Summer Projects with Teens

It’s not really possible to express how excited I was to be working with teenagers this summer. I saw a group of 6 thirteen-year olds and along with two 18 year- old assistants, who did most of the projects right along with the younger teens.  We met once a week for six weeks, three hours at a time. I’ve written two posts already about my time with these kids, https://bookzoompa.wordpress.com/2019/07/04/cards-compasses-and-lights-with-teenagers-summer-2019/ and https://bookzoompa.wordpress.com/2019/07/21/hexaflexagons-in-the-summertime/ . It would have been best if I had written something after each session, but since that didn’t happen I’m going write a post that is both way too long and way too brief,  as I want a reminder here about the great projects that I haven’t written about yet.

Just for context, I met students at Salem Art Works, which is an internationally known local  visual arts venue. These classes were organized by a magnificent summer program in our small community. These kids met 5 days a week for six weeks. I was their Wednesday.

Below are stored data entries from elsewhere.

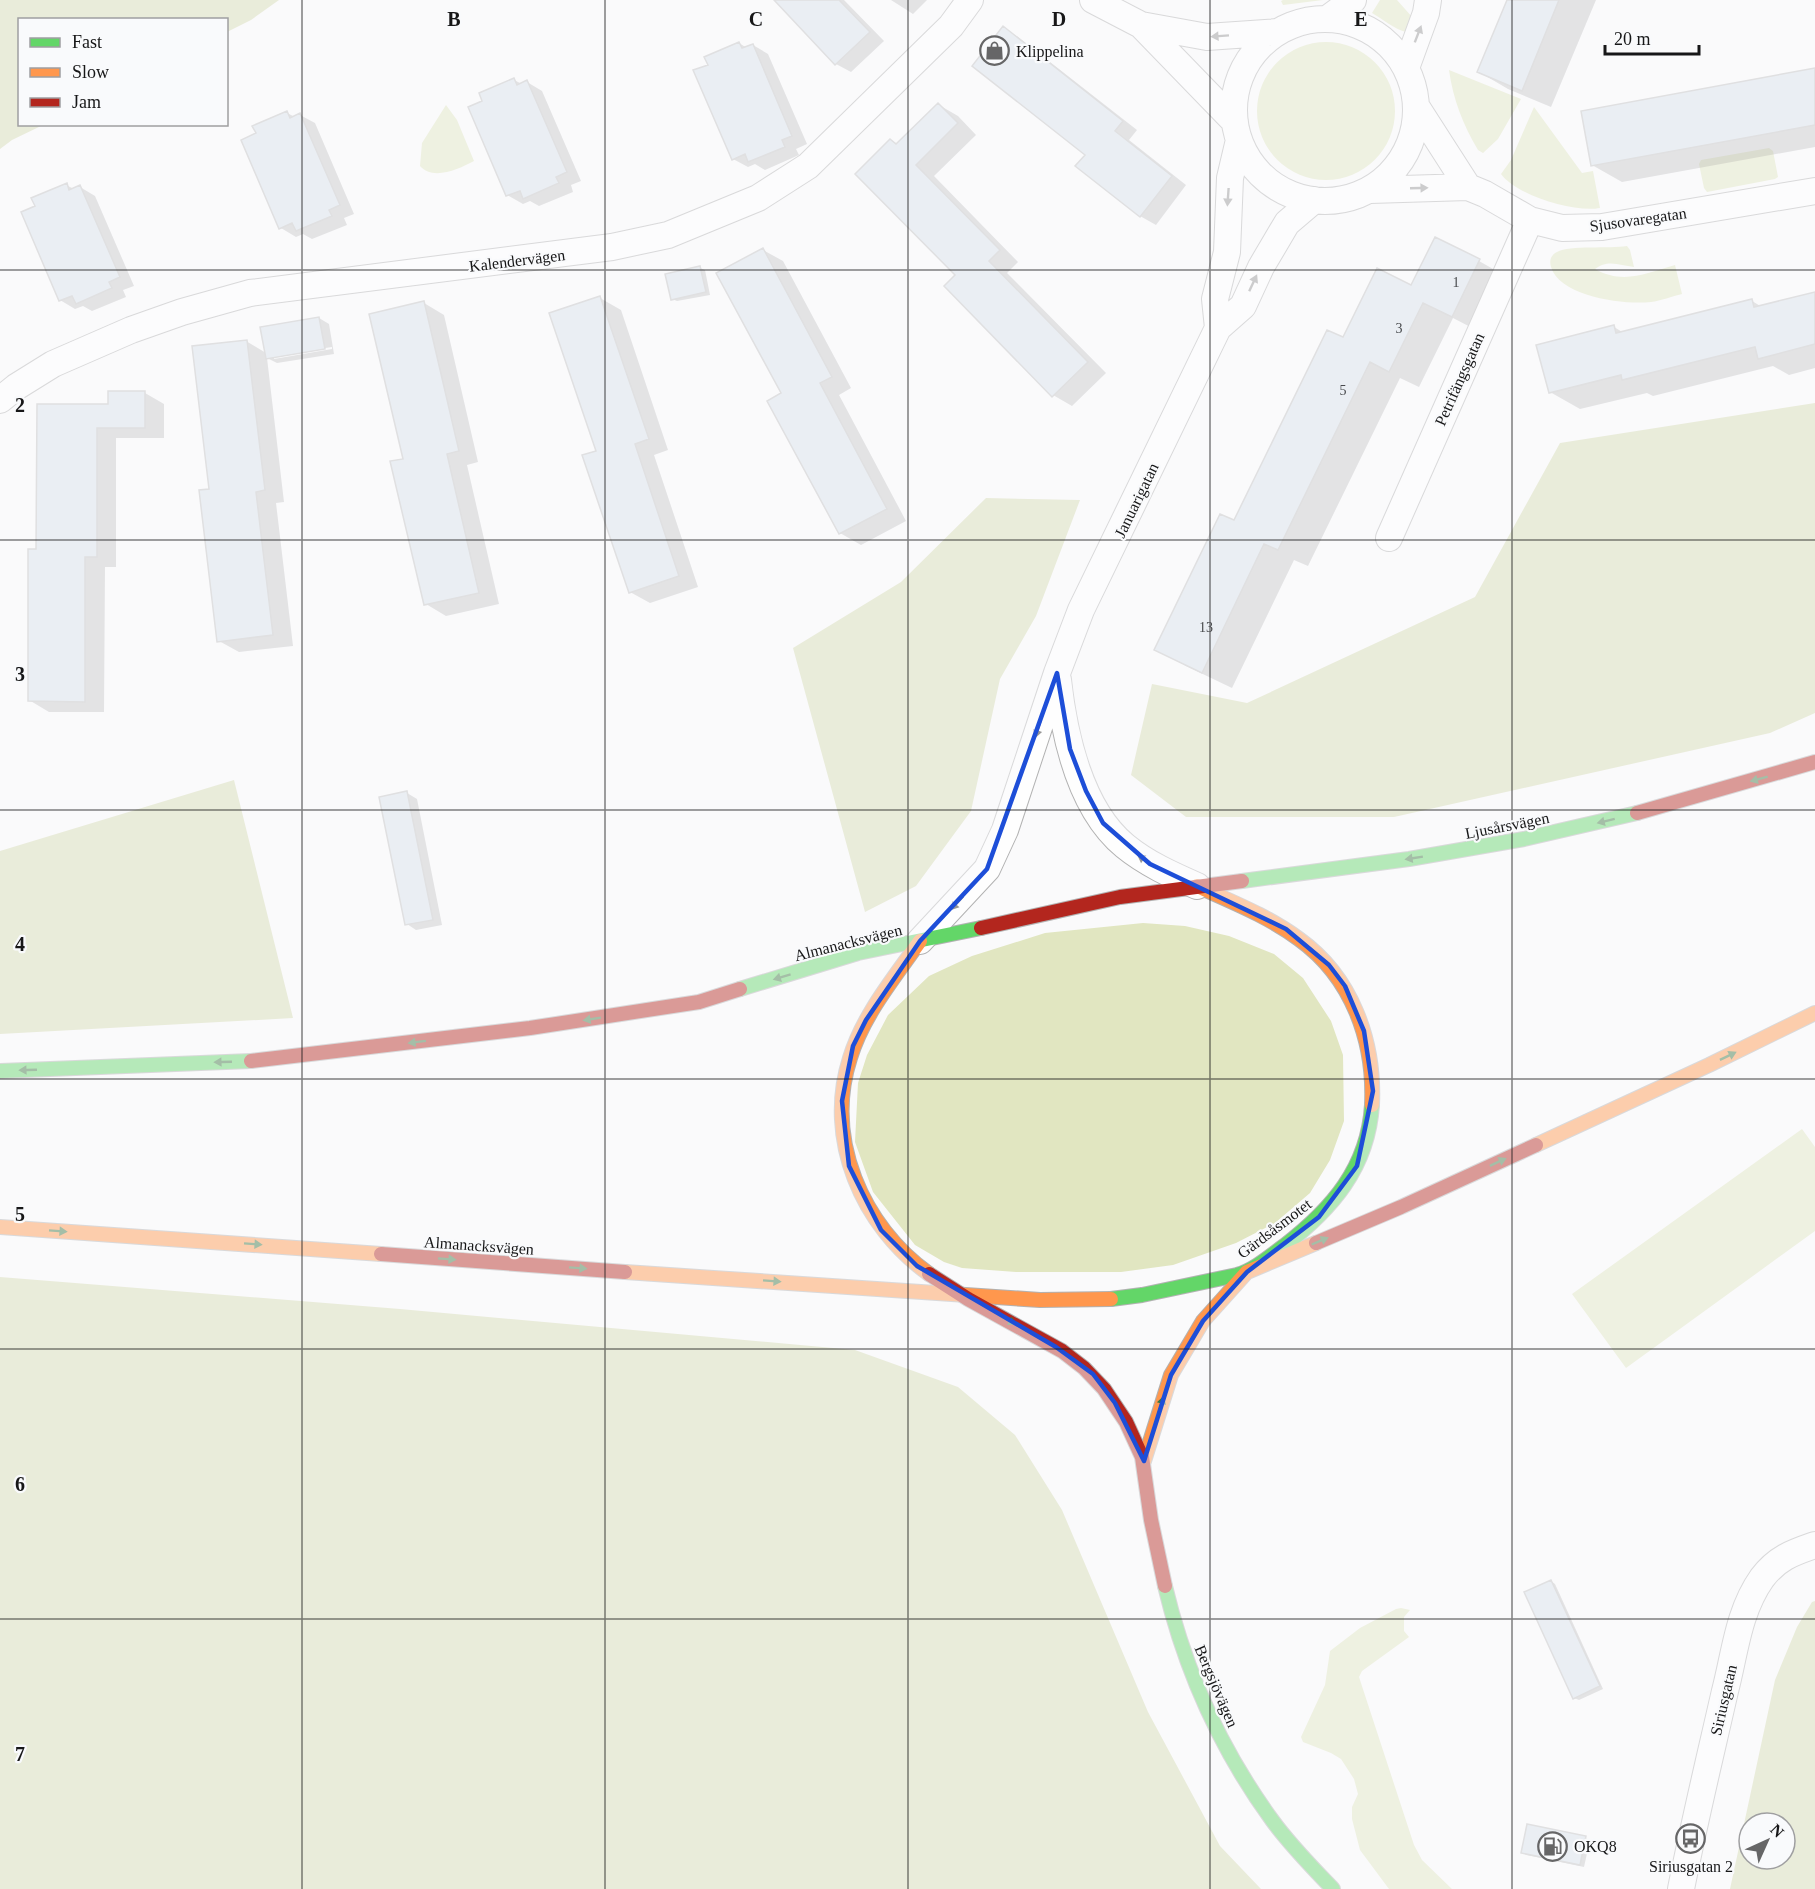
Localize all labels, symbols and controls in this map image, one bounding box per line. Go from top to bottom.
text: B [447,8,461,30]
text: C [749,8,763,30]
text: D [1052,8,1066,30]
text: E [1354,8,1368,30]
legend [18,18,228,126]
scale bar [1605,18,1700,56]
one-way arrow [1414,25,1424,43]
text: 20 m [1614,29,1651,49]
one-way arrow [1210,31,1229,41]
text: Fast [72,32,102,52]
shop icon: Klippelina [979,35,1011,67]
place label: Klippelina [1016,43,1084,61]
text: Slow [72,62,109,82]
text: Jam [72,92,101,112]
one-way arrow [1410,184,1429,193]
one-way arrow [1224,188,1233,207]
street label: Sjusovaregatan [1588,204,1688,236]
street label: Kalendervägen [468,246,566,276]
one-way arrow [1248,274,1258,292]
house number: 1 [1453,275,1460,290]
house number: 3 [1396,321,1403,336]
street label: Petrifängsgatan [1431,330,1488,429]
house number: 5 [1340,383,1347,398]
text: 2 [15,394,25,416]
street label: Januarigatan [1111,460,1163,541]
house number: 13 [1199,620,1213,635]
text: 3 [15,663,25,685]
one-way arrow [1033,720,1042,738]
one-way arrow [1750,775,1768,784]
street label: Ljusårsvägen [1464,809,1551,843]
one-way arrow [1597,817,1615,827]
one-way arrow [1405,853,1424,862]
one-way arrow [1137,855,1153,866]
one-way arrow [951,895,964,910]
street label: Almanacksvägen [793,921,904,965]
text: 4 [15,933,25,955]
one-way arrow [773,972,791,982]
one-way arrow [582,1014,601,1023]
one-way arrow [408,1037,427,1046]
one-way arrow [1719,1052,1736,1061]
one-way arrow [214,1057,233,1066]
one-way arrow [19,1065,38,1074]
one-way arrow [1490,1157,1508,1167]
street label: Gärdsåsmotet [1234,1195,1315,1262]
text: 5 [15,1203,25,1225]
one-way arrow [49,1226,68,1235]
street label: Almanacksvägen [423,1233,535,1259]
one-way arrow [1311,1236,1329,1245]
one-way arrow [243,1240,262,1249]
one-way arrow [438,1254,457,1263]
one-way arrow [568,1264,587,1273]
one-way arrow [763,1277,782,1286]
one-way arrow [1000,1315,1017,1325]
one-way arrow [1157,1396,1166,1414]
text: 6 [15,1473,25,1495]
street label: Bergsjövägen [1191,1643,1241,1730]
street label: Siriusgatan [1707,1663,1741,1737]
text: 7 [15,1743,25,1765]
north arrow [1737,1811,1797,1871]
text: N [1767,1821,1788,1841]
bus stop icon: Siriusgatan 2 [1675,1822,1707,1854]
fuel station icon: OKQ8 [1537,1830,1569,1862]
place label: OKQ8 [1574,1838,1617,1855]
place label: Siriusgatan 2 [1649,1858,1733,1876]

This post shows peeks at some of the projects that I haven’t written about yet. We spent a good bit of time on different kinds of patterns. This is about the age where these kids are learning about the equation of the line in algebra. We did a number of projects that referenced this equation. Different equations create different patterns. I wrote about this technique of pattern making a couple of years ago https://bookzoompa.wordpress.com/2015/06/30/line-designs/ I use Dan Anderson;s Linear Mod Open Processing sketch to help students decide which equation they will use to create their designs.

Part math, part art!

We also did some little and big origami. I was really surprised how much this group liked doing origami. Here we’re making doing a group project. Each person made two units, of what is called an Origami Firework.

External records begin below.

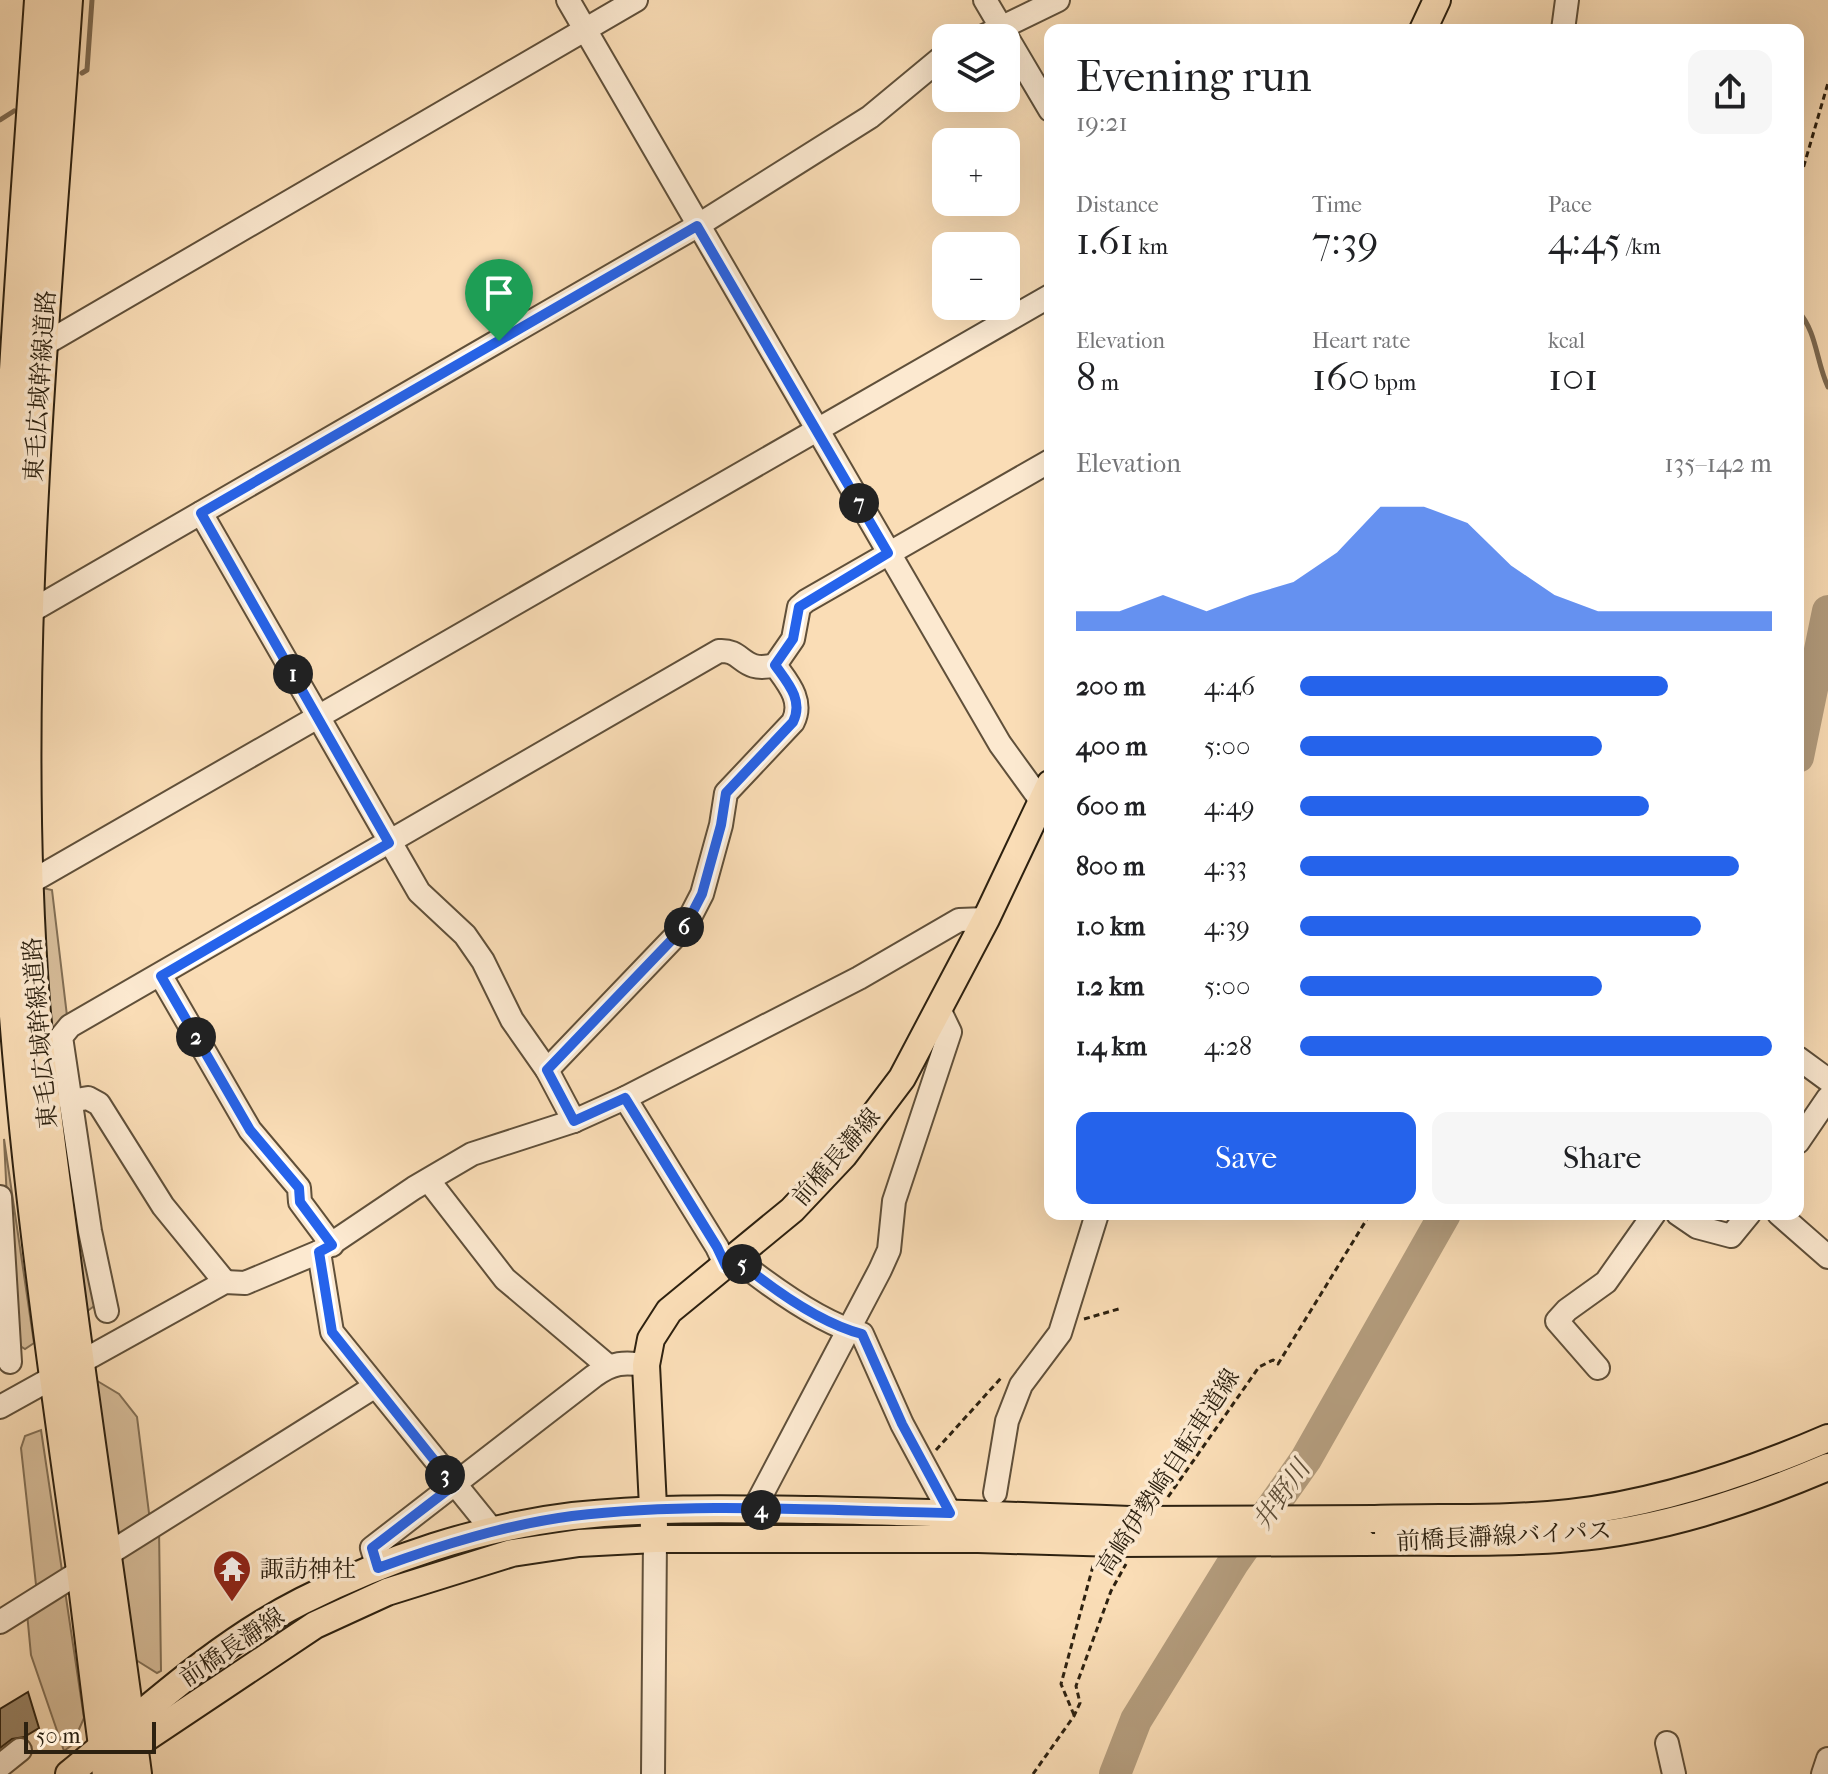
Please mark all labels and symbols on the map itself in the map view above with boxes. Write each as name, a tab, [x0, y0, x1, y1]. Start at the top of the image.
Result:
pin	[465, 259, 533, 341]
street label: 東毛広域幹線道路	[19, 289, 61, 483]
pin: 7	[839, 483, 879, 523]
pin: 1	[273, 654, 313, 694]
pin: 6	[664, 907, 704, 947]
street label: 東毛広域幹線道路	[18, 936, 62, 1130]
pin: 2	[176, 1017, 216, 1057]
street label: 前橋長瀞線	[786, 1103, 886, 1211]
pin: 5	[722, 1244, 762, 1284]
street label: 高崎伊勢崎自転車道線	[1091, 1364, 1245, 1580]
water label: 井野川	[1246, 1452, 1318, 1536]
pin: 3	[425, 1455, 465, 1495]
pin: 4	[741, 1490, 781, 1530]
street label: 前橋長瀞線バイパス	[1396, 1516, 1612, 1556]
temple icon: 諏訪神社	[211, 1548, 253, 1603]
place label: 諏訪神社	[260, 1555, 356, 1583]
street label: 前橋長瀞線	[174, 1602, 290, 1692]
scale bar	[24, 1718, 156, 1754]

This bit of modular origami is quite a stunning piece. What’s wild, though, is that it rotates outwards, making kaleidoscopic patterns. Here’s the video of this one:

Another paper folding activity was to show them how to make an accordion folded fan, which was quite handy on this particular day as it was quite hot.


We did other paper folding projects, too. I was excited to show them how to make some pop-ups, but also wanted to show them some more unusual paper folds.

One week we made these tabletop models…

…then the last week we broke out the really big paper….

…did some big folding…

…and made some large models…

…which looked great at the end-of-the-season art show.

But that’s not all we did.

Following instructions from Clarissa Grandi’s Mathematical Art Lesson Page Curves of Pursuit, we created Archimedean Tessellations.

Starting with a regular geometric shape of their own choosing, students would add lines, about a centimeter apart, which would guide them to make slightly rotated scaled down versions of their original shape.

Making these patterns is an iterative process, which is to say that the students repeated a process using a previous result to make the next result.

I think they were surprised by the designs they were able to make.

This was actually the second project we did that was done with an iterative process.

This spiral was done on, I think, our second meeting. They did a measurement between the spokes of this circle using a rectangle, then they’d start from the new mark to make the next mark.

As I said, this was a quick project. Each session that I saw these kids I would plan one short project to start out with. These were always great fun.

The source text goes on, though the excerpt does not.